Dataset excerpts:
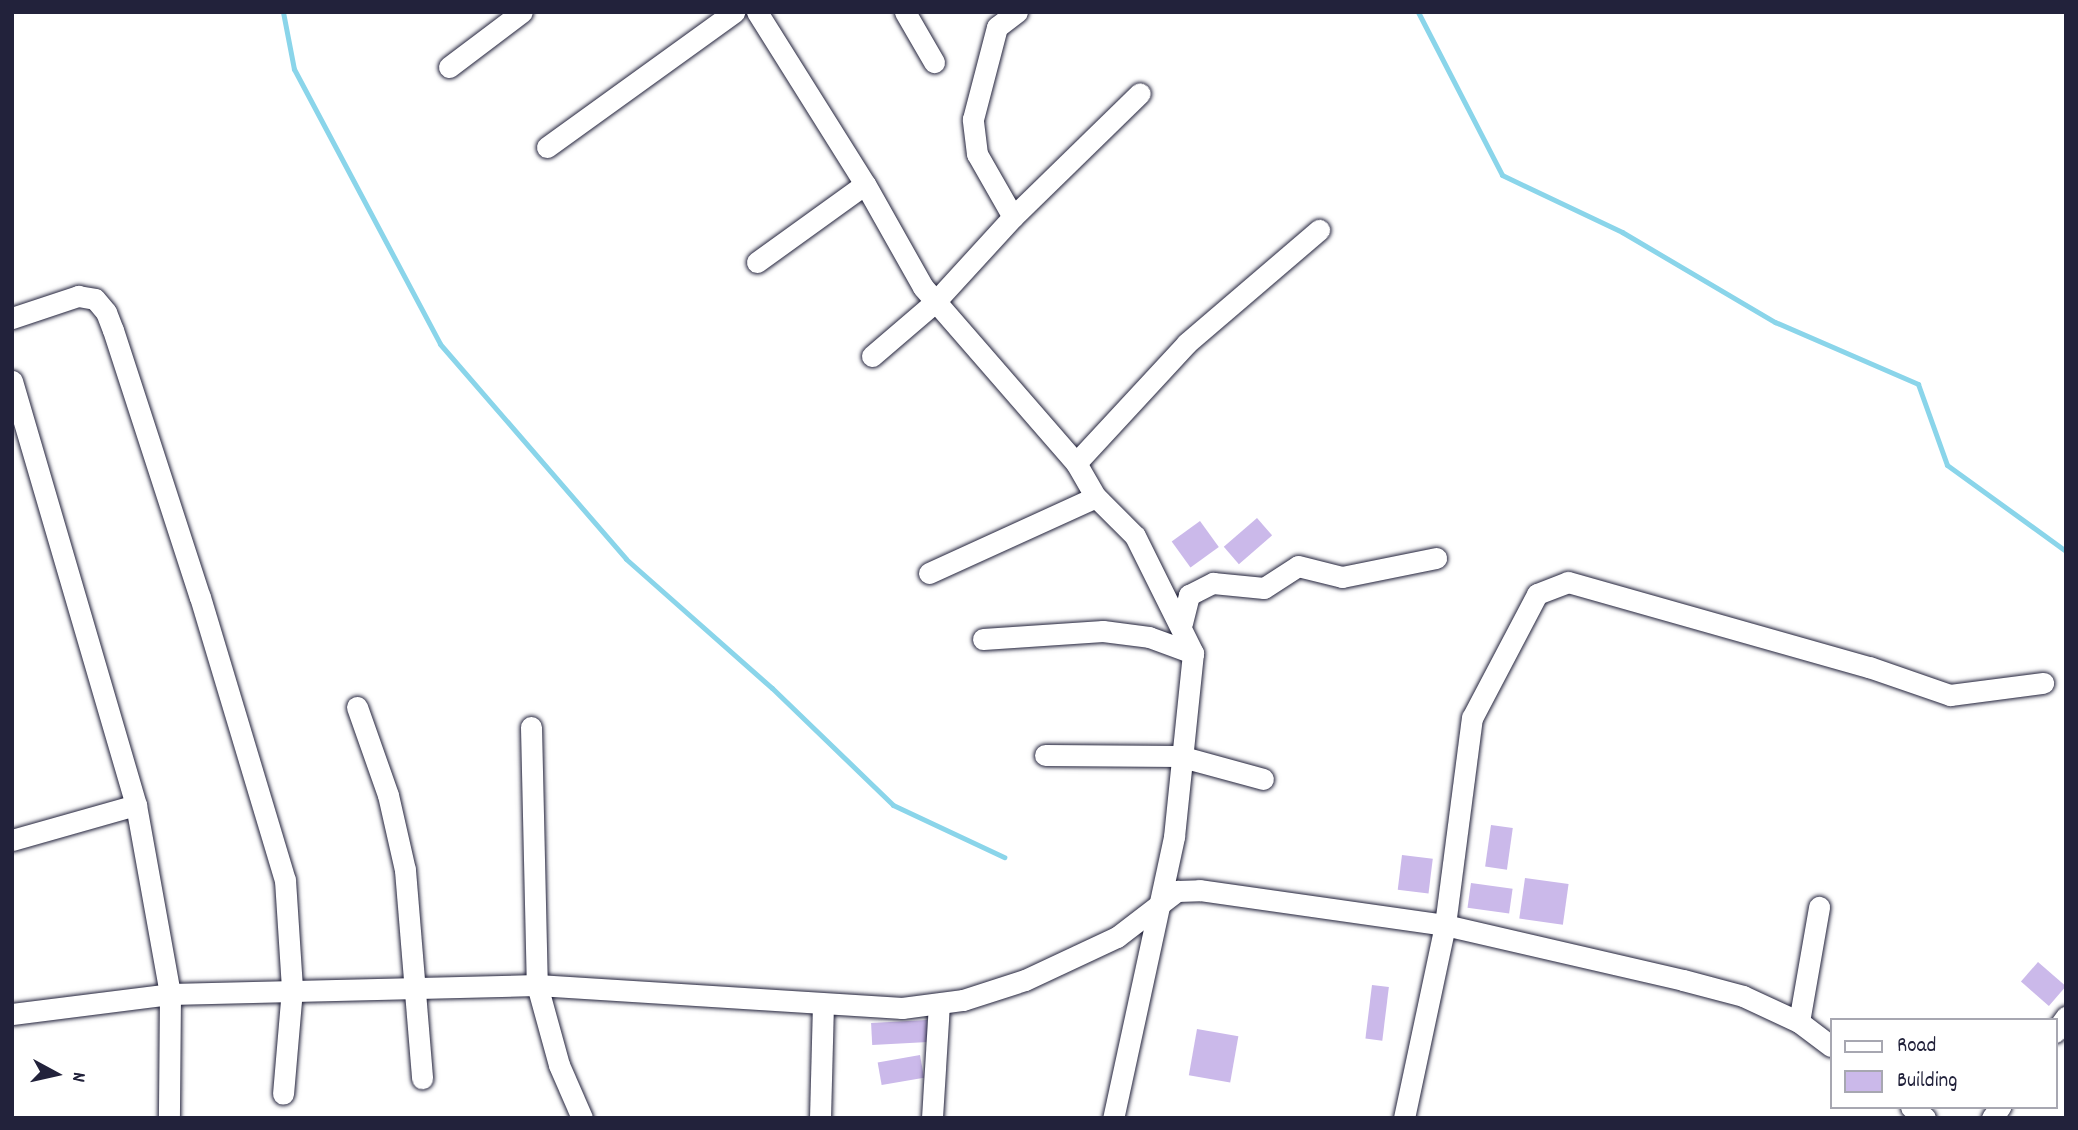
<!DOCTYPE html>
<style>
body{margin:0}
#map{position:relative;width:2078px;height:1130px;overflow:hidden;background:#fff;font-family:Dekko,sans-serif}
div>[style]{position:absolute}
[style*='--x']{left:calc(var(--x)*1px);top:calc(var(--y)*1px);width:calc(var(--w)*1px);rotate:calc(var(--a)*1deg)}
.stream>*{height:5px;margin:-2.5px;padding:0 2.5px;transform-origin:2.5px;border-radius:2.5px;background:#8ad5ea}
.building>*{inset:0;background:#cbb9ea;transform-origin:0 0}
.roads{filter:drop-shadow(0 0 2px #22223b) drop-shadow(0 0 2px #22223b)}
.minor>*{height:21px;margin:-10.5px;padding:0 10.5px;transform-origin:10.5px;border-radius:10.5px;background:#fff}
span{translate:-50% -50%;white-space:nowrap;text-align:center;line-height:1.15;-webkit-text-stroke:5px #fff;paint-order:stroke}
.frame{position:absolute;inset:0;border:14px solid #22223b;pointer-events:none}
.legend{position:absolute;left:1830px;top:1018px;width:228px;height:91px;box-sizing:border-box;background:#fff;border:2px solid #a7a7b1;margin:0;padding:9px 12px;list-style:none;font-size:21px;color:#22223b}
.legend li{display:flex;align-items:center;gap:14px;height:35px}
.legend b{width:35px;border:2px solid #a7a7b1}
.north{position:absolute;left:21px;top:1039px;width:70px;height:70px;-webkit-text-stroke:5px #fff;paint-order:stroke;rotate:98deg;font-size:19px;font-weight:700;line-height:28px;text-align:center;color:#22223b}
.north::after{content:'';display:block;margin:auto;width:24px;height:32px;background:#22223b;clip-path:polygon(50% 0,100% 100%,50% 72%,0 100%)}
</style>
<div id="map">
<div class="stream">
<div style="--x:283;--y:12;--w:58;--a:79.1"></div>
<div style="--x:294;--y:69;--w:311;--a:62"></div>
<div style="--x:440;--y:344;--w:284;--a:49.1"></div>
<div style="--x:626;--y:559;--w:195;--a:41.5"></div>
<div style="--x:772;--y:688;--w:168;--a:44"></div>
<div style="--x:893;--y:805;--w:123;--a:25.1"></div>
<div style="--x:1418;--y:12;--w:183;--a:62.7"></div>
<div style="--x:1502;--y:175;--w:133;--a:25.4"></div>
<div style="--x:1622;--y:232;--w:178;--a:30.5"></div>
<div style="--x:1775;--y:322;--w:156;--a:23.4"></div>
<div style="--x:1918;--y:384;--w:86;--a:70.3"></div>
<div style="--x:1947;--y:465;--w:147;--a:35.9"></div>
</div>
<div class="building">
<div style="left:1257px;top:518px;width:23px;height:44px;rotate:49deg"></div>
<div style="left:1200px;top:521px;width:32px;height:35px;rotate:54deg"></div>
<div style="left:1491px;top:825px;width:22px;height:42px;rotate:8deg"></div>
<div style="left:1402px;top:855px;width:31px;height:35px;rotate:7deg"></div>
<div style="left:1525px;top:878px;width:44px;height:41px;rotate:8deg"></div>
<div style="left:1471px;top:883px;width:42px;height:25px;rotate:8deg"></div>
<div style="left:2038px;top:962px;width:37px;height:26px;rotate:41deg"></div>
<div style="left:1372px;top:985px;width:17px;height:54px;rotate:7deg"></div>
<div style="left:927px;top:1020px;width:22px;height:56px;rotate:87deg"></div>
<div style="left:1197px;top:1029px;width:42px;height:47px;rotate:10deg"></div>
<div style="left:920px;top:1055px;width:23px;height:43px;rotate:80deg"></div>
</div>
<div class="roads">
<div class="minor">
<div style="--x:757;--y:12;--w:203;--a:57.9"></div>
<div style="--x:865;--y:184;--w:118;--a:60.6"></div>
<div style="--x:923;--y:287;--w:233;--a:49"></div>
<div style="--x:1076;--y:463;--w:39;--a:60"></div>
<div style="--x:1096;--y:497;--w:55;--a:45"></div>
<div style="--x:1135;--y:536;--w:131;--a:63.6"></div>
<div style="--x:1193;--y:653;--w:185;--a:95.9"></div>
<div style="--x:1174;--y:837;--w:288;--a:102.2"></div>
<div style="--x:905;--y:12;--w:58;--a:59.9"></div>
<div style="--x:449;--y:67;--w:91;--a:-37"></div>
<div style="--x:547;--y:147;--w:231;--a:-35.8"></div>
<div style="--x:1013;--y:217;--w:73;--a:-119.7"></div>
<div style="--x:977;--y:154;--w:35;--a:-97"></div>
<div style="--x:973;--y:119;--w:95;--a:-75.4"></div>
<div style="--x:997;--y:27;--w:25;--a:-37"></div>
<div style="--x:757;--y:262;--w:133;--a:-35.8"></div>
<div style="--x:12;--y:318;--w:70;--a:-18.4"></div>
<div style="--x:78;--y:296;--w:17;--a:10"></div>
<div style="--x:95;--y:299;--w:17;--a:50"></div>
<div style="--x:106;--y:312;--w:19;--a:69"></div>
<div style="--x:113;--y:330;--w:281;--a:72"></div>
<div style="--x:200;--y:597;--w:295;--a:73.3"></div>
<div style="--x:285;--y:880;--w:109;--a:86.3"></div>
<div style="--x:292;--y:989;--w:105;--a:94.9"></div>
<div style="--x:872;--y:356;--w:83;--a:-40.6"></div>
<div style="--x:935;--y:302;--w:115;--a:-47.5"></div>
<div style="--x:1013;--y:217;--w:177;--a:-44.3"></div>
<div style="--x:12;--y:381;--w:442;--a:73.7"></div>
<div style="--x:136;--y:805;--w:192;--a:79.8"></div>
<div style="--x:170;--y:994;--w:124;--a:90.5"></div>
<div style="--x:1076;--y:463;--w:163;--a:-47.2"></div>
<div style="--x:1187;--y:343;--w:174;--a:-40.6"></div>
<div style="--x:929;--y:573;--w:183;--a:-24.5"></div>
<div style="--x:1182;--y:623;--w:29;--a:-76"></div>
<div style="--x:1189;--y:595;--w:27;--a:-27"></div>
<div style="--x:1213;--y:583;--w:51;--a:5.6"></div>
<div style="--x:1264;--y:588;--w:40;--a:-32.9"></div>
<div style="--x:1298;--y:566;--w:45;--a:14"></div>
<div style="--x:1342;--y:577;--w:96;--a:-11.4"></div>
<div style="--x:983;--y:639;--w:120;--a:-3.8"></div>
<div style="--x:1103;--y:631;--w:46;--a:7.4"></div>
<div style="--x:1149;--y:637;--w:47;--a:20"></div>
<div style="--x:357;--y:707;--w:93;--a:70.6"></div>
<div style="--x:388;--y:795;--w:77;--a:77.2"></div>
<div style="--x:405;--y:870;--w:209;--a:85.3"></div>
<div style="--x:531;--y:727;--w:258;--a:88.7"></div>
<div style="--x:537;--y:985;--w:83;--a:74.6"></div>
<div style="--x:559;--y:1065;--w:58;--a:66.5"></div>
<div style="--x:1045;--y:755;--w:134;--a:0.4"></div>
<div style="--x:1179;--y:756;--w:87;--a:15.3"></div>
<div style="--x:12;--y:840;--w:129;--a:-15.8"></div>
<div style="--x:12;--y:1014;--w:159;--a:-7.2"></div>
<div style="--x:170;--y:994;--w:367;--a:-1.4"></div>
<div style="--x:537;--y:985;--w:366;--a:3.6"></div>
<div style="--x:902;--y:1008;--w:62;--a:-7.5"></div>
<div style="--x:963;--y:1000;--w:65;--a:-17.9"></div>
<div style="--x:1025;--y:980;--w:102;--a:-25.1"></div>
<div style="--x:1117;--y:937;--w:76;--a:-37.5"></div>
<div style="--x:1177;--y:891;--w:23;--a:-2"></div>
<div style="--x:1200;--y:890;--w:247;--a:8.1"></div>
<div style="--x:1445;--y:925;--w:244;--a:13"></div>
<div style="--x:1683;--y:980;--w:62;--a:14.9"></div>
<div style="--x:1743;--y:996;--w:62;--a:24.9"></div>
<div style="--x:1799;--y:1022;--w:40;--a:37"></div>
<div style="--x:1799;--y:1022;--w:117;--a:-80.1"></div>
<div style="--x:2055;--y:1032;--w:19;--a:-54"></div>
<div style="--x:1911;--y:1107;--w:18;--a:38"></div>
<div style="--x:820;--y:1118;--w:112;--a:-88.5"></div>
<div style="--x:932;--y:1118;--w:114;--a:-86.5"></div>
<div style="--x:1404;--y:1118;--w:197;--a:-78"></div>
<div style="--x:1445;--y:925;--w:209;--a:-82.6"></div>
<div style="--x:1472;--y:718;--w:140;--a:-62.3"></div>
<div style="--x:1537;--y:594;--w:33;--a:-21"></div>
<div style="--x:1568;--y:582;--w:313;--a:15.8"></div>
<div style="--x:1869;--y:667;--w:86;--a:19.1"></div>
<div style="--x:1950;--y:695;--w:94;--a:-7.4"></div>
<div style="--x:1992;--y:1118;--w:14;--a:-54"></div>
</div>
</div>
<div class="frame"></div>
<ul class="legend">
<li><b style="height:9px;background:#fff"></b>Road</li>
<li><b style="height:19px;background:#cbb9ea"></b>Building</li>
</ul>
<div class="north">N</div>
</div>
==
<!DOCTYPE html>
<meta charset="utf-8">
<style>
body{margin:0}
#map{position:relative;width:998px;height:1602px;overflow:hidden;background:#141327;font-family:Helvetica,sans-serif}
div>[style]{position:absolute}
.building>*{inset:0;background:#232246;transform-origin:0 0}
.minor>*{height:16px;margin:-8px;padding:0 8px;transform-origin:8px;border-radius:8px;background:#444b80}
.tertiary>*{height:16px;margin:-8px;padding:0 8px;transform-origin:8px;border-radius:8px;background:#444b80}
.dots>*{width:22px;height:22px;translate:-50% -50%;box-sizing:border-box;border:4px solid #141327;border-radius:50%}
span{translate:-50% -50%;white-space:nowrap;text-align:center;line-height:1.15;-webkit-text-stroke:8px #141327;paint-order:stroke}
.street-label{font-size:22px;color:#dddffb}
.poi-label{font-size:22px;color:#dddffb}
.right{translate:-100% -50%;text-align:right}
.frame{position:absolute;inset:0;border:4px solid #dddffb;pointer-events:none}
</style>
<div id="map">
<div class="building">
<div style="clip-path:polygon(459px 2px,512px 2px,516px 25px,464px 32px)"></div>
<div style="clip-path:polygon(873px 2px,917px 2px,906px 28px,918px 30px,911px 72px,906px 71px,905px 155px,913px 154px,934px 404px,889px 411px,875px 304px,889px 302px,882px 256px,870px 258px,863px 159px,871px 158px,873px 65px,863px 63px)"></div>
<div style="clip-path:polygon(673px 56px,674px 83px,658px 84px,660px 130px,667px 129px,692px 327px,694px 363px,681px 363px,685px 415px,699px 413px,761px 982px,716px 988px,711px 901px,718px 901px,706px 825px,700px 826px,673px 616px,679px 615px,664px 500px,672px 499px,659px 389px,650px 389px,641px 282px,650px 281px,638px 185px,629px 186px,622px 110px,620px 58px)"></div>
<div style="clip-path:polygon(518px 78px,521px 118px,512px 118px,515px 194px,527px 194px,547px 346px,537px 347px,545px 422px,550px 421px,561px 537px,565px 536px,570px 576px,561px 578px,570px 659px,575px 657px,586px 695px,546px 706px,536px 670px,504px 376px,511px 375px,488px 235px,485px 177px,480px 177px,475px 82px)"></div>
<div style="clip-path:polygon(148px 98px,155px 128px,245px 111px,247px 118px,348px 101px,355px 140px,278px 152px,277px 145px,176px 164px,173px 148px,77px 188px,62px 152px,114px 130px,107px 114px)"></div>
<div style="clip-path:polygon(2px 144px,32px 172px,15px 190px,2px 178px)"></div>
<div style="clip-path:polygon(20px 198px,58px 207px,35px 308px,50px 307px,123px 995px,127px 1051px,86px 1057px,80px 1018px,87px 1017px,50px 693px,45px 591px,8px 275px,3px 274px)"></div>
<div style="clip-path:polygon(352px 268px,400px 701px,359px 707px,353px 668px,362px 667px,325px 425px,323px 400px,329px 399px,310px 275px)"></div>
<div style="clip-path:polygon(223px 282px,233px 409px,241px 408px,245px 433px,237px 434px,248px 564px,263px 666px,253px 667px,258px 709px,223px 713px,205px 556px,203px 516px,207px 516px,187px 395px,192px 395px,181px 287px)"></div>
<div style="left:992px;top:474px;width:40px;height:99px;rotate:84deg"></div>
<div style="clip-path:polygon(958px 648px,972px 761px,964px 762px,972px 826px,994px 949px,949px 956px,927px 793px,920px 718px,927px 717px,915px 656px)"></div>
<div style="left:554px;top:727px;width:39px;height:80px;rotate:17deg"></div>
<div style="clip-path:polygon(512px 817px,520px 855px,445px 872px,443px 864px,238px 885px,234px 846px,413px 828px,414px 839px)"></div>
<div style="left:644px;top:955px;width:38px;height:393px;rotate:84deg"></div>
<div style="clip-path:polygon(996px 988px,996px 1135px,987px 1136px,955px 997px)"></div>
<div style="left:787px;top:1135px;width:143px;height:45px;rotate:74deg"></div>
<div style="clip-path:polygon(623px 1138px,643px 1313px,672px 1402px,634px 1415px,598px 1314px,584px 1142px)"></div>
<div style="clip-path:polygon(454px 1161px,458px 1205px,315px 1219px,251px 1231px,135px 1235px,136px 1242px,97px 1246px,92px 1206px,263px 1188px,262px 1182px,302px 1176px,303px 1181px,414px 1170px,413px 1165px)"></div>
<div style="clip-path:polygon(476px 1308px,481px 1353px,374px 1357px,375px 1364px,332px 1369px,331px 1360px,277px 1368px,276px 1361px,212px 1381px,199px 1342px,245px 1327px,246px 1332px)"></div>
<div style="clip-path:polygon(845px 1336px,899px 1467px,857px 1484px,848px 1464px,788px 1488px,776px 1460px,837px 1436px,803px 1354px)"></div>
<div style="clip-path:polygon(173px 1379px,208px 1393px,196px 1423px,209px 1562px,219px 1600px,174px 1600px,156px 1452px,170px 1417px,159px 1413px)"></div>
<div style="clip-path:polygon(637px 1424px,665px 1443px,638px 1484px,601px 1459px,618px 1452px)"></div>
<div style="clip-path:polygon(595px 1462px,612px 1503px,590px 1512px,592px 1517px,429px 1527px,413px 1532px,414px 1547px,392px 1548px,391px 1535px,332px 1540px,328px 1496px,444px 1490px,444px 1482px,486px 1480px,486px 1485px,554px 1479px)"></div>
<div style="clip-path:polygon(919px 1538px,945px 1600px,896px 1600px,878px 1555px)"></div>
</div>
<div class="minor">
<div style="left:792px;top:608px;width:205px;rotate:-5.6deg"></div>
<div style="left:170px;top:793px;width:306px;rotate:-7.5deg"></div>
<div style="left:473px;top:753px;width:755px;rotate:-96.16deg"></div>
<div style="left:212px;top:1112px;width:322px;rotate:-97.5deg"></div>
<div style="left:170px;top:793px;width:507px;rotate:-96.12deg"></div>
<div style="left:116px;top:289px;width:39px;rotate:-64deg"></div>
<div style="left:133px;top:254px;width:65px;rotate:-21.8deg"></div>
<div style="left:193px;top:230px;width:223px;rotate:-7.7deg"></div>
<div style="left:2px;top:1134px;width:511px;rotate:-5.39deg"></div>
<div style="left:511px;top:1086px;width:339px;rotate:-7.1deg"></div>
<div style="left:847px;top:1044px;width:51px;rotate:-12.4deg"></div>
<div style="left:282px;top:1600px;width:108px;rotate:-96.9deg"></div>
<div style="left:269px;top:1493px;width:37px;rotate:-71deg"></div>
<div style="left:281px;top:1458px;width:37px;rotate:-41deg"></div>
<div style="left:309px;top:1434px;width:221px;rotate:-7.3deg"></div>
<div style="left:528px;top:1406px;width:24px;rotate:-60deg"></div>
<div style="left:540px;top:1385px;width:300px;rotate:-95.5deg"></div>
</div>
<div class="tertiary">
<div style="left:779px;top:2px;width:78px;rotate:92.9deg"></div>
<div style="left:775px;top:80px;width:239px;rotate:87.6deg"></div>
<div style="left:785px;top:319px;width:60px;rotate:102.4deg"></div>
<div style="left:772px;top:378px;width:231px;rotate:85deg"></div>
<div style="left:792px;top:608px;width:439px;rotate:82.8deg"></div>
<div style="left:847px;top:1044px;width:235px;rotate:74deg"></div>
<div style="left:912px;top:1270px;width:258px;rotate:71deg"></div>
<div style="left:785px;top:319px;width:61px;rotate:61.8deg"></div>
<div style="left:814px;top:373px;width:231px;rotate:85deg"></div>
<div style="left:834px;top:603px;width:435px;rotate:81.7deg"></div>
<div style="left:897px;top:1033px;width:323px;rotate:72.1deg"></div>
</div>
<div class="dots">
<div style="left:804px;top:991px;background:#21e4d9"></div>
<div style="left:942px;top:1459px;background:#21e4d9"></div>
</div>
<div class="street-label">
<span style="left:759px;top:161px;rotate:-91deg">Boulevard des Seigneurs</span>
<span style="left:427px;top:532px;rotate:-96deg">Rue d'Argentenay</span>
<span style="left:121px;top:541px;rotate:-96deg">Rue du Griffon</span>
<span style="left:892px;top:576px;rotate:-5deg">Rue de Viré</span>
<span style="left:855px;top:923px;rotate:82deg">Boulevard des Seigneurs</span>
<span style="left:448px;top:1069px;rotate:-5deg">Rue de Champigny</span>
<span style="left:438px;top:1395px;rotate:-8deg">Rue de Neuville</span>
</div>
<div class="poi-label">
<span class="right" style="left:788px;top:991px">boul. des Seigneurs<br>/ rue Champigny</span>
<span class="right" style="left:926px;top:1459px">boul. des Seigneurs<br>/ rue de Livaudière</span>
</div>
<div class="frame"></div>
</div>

What you will do: Copy each line containing the word "family" from the data.

Worked solution:
#map{position:relative;width:2078px;height:1130px;overflow:hidden;background:#fff;font-family:Dekko,sans-serif}
#map{position:relative;width:998px;height:1602px;overflow:hidden;background:#141327;font-family:Helvetica,sans-serif}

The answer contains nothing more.